Afzal Zainab, Krumlauf Robb
Stowers Institute for Medical Research, Kansas City, MO, USA.
Anatomy and Cell Biology Department, Kansas University Medical Center, Kansas City, KS, USA.
Methods Mol Biol. 2025;2889:53-66. doi: 10.1007/978-1-0716-4322-8_5.
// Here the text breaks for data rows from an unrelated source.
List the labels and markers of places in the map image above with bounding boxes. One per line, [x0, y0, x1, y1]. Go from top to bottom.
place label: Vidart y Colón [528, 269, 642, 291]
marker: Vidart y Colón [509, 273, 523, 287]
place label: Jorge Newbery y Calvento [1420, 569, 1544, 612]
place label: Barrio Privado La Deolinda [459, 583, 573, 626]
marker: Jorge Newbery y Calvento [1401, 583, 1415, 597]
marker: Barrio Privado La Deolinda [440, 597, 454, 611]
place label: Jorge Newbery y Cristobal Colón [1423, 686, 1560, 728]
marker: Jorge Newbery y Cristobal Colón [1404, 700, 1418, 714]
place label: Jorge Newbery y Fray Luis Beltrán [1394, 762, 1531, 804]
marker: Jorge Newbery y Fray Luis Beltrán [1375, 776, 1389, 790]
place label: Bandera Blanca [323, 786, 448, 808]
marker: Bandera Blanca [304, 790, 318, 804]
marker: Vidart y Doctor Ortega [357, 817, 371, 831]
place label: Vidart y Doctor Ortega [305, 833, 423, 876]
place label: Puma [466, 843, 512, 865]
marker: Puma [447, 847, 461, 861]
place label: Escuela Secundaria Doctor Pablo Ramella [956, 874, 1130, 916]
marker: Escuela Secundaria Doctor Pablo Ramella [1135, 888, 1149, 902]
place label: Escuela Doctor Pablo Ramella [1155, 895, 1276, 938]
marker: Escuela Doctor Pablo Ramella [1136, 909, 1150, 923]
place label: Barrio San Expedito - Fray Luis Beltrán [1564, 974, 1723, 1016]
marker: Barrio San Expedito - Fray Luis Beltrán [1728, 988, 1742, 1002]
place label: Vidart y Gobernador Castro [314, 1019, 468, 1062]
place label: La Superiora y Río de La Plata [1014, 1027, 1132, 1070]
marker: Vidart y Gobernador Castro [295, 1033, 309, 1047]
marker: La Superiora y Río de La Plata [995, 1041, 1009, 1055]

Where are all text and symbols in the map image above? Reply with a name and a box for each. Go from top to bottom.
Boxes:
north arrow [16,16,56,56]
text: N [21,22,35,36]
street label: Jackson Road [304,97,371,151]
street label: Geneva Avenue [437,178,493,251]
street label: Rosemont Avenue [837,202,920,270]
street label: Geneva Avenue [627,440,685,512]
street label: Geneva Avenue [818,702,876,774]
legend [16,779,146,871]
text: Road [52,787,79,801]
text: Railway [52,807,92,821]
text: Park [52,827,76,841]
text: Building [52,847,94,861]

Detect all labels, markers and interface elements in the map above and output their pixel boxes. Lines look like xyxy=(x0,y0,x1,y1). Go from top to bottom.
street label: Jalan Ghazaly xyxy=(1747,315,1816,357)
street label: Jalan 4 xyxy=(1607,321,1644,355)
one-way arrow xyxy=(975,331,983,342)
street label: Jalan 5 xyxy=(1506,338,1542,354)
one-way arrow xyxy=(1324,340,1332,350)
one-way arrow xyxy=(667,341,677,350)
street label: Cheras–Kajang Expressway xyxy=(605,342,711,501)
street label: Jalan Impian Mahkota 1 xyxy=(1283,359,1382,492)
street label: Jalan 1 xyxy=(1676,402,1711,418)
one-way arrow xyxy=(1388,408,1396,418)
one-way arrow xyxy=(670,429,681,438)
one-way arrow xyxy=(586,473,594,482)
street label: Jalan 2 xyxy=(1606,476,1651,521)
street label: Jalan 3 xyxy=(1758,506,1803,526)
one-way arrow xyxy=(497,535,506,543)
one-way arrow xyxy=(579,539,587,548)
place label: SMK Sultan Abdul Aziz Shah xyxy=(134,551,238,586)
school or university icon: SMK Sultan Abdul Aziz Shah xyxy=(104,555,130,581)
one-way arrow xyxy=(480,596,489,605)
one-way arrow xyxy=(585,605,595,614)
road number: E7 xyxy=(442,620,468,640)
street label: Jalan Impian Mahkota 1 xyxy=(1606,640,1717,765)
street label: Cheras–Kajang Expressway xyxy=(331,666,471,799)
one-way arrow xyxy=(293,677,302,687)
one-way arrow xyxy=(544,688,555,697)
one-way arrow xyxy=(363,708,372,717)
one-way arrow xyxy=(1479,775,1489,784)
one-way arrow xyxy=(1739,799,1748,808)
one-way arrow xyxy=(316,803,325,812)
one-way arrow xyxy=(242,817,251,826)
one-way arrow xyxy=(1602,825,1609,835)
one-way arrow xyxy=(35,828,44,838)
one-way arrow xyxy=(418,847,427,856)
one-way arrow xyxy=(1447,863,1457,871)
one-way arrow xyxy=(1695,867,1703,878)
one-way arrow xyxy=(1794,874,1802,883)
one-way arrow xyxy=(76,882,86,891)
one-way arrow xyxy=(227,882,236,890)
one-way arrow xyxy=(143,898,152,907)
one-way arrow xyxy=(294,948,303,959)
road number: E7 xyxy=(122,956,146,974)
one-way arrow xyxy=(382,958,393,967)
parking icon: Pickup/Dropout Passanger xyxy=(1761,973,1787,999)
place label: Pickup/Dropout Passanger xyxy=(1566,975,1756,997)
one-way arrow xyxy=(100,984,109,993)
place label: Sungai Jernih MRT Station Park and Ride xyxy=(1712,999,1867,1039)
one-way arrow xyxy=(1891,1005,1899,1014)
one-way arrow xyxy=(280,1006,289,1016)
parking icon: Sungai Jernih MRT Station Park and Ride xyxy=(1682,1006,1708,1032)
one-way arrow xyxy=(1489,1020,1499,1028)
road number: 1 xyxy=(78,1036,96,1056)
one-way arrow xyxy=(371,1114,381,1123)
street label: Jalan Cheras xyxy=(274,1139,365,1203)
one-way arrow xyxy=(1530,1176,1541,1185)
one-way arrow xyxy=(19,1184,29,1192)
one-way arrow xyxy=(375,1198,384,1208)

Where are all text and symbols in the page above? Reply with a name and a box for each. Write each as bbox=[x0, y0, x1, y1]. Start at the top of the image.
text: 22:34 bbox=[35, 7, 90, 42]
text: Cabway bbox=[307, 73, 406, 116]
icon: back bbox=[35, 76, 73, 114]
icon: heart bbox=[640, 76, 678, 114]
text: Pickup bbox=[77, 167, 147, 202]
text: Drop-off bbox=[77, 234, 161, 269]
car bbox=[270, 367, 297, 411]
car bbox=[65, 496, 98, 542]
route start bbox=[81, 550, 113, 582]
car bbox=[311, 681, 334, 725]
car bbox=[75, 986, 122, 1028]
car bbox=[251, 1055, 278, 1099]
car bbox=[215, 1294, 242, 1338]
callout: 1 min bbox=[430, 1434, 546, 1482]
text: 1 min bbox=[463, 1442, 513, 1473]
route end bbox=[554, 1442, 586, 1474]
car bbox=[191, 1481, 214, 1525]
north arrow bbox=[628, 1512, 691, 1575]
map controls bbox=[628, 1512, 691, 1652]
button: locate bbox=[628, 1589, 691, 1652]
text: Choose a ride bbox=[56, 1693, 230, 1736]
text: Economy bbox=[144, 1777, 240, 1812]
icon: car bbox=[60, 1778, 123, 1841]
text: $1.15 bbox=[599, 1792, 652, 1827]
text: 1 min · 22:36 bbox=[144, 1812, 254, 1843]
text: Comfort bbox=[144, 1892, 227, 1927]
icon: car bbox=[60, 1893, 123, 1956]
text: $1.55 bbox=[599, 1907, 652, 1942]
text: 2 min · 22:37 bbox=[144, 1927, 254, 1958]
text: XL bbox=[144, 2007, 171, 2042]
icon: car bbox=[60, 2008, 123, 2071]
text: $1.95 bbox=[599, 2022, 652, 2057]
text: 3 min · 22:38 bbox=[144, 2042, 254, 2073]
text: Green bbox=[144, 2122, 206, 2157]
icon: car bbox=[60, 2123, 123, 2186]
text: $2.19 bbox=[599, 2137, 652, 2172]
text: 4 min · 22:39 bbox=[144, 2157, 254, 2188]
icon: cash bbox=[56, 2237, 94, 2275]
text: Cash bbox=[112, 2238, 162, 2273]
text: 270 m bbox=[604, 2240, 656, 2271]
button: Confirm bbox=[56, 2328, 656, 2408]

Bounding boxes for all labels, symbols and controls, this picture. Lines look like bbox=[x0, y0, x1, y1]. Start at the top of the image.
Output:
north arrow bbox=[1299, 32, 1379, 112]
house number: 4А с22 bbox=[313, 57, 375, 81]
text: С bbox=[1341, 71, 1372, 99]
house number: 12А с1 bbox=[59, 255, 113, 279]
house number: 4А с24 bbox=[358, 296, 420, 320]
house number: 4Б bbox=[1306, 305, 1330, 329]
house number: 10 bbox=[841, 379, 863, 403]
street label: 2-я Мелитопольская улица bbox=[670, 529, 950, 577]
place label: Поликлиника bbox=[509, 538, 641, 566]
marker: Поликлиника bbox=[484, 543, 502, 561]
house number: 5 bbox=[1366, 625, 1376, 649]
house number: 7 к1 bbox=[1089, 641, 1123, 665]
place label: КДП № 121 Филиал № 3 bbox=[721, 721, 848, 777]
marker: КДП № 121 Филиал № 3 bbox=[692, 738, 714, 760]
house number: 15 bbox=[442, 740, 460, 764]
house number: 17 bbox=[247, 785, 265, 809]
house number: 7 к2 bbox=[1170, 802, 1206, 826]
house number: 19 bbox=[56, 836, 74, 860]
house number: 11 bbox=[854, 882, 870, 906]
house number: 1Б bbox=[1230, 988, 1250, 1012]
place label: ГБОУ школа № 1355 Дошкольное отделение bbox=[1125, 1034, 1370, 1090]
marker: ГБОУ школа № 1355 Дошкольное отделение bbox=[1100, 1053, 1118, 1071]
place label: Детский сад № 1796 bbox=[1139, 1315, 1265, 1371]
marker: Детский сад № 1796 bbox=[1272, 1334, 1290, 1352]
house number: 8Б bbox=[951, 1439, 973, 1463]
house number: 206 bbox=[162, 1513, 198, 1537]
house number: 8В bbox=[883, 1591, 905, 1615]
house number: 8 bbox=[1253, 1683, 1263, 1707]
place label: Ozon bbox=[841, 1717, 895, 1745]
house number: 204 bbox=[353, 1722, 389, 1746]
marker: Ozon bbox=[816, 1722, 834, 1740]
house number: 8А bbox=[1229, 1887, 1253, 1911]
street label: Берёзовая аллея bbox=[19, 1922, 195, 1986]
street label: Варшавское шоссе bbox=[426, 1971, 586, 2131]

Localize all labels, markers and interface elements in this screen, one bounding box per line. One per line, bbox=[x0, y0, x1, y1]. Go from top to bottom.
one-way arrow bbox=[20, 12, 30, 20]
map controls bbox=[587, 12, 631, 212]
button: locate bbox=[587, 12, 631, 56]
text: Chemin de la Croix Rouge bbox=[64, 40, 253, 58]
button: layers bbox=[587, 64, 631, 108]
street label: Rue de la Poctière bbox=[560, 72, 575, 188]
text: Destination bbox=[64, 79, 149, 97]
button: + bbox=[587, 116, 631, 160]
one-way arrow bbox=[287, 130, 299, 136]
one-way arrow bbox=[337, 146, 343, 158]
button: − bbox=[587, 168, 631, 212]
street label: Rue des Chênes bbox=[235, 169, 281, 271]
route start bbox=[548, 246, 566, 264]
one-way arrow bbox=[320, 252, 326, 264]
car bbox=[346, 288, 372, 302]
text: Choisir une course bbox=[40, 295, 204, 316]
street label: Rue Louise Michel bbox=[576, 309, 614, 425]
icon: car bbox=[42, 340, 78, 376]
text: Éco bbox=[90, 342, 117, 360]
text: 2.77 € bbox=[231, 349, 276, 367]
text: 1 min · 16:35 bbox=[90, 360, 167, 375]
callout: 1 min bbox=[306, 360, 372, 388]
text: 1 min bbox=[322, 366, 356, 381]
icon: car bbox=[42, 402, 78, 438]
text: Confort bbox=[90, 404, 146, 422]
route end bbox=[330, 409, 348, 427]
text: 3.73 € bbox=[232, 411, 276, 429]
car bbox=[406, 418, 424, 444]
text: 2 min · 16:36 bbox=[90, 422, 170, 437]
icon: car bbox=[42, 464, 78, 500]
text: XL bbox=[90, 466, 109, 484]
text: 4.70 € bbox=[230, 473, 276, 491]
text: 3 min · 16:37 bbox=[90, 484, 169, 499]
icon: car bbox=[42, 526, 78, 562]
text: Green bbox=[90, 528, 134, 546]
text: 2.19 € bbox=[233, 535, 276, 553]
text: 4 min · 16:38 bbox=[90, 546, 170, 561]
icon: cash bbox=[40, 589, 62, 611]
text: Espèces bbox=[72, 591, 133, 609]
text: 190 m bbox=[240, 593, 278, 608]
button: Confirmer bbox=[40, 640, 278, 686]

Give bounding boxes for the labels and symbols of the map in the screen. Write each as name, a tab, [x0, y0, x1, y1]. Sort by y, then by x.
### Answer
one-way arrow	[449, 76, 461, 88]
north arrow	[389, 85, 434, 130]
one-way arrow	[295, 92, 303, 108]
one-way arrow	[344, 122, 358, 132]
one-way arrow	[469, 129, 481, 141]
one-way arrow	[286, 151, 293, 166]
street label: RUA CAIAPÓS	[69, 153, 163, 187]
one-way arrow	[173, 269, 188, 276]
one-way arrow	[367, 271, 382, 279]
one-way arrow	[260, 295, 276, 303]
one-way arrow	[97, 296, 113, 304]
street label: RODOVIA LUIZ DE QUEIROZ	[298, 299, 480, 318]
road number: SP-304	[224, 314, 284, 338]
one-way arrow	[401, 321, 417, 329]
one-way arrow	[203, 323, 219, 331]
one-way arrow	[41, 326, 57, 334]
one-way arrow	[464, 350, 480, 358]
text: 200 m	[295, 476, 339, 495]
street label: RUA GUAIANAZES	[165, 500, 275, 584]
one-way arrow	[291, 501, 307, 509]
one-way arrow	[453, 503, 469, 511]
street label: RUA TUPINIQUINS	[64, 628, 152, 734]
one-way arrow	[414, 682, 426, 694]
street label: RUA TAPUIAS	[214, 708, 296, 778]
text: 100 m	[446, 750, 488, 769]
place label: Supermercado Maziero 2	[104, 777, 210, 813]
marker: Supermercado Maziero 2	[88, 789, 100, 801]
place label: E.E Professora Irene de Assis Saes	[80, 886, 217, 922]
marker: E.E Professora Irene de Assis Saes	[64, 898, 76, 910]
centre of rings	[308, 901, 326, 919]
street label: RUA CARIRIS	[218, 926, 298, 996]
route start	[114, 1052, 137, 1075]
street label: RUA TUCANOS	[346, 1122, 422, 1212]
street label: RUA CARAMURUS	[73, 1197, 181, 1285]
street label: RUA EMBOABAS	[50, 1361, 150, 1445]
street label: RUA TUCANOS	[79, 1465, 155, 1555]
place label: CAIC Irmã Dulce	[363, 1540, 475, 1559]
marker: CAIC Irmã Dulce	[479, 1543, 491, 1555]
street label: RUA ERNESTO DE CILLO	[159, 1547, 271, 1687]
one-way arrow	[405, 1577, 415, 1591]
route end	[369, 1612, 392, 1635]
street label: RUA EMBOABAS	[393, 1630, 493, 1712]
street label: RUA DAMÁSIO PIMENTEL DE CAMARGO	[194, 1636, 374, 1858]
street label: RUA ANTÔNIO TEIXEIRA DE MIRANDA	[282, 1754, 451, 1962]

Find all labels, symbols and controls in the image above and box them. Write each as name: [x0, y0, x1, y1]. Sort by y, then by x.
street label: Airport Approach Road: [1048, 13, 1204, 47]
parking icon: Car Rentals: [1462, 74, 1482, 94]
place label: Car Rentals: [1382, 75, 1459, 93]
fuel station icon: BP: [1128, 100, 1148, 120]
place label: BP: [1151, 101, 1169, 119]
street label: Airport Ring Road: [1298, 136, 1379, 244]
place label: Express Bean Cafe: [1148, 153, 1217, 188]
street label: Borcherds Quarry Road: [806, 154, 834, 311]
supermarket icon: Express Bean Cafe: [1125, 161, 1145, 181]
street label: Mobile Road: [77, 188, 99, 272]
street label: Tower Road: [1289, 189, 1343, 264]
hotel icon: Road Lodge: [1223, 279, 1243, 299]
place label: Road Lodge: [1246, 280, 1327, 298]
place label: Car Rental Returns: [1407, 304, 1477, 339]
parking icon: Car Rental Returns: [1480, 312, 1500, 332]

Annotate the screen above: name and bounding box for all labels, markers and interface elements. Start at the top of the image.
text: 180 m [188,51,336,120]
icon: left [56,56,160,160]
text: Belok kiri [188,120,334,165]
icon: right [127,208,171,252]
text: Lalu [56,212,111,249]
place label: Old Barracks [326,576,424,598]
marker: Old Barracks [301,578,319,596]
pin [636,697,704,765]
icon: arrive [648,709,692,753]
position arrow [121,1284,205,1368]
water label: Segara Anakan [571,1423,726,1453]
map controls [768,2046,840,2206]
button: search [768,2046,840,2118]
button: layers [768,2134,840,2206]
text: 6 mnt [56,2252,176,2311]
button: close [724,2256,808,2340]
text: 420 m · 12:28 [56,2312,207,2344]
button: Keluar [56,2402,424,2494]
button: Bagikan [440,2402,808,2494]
Understanding the spatial and temporal dynamics of gene expression is crucial for unraveling molecular mechanisms underlying various biological processes. While traditional methods have offered insights into gene expression patterns, they primarily focus on mature mRNA transcripts, lacking real-time visualization of newly synthesized or nascent transcription events. Recent advancements in monitoring nascent transcription in live cells provide valuable insights into transcriptional dynamics. However, such approaches are limited in mammalian embryos. Addressing this gap, we optimized a single molecule fluorescent in situ hybridization (smFISH) technique and coupled it with deep learning algorithms to automate detection of nascent transcription in mouse embryonic tissue samples. Our method enables precise quantification and comparison of nascent transcripts within tissue sections, offering reproducible results and potential applications in studying gene expression dynamics across various developmental stages.
了解基因表达的时空动态对于揭示各种生物学过程背后的分子机制至关重要。虽然传统方法为基因表达模式提供了见解,但它们主要关注成熟的mRNA转录本,缺乏对新合成或新生转录事件的实时可视化。监测活细胞中新生转录的最新进展为转录动态提供了有价值的见解。然而,这些方法在哺乳动物胚胎中受到限制。为了填补这一空白,我们优化了单分子荧光原位杂交(smFISH)技术,并将其与深度学习算法相结合,以自动检测小鼠胚胎组织样本中的新生转录。我们的方法能够对组织切片中的新生转录本进行精确量化和比较,提供可重复的结果,并在研究不同发育阶段的基因表达动态方面具有潜在应用。